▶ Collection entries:
····················
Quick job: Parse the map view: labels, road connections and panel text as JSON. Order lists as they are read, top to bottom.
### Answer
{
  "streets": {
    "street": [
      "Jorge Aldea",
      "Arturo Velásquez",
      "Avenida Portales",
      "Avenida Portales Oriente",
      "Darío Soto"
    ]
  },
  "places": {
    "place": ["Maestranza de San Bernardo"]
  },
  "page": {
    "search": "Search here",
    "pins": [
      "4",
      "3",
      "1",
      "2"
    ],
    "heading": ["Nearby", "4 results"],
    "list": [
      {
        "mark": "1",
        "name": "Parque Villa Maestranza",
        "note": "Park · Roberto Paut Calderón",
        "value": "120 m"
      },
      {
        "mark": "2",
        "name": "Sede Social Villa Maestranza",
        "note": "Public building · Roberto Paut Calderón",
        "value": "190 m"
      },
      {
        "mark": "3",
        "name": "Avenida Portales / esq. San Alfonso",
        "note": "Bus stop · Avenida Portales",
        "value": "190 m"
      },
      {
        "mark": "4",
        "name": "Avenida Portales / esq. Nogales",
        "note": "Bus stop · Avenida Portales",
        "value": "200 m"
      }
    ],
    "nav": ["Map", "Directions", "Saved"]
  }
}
····················
▶ ASSIGNED TASK: The answer must consist of each line in the entries above that includes "Roberto".

▶ PROBLEM SOLUTION:
        "note": "Park · Roberto Paut Calderón",
        "note": "Public building · Roberto Paut Calderón",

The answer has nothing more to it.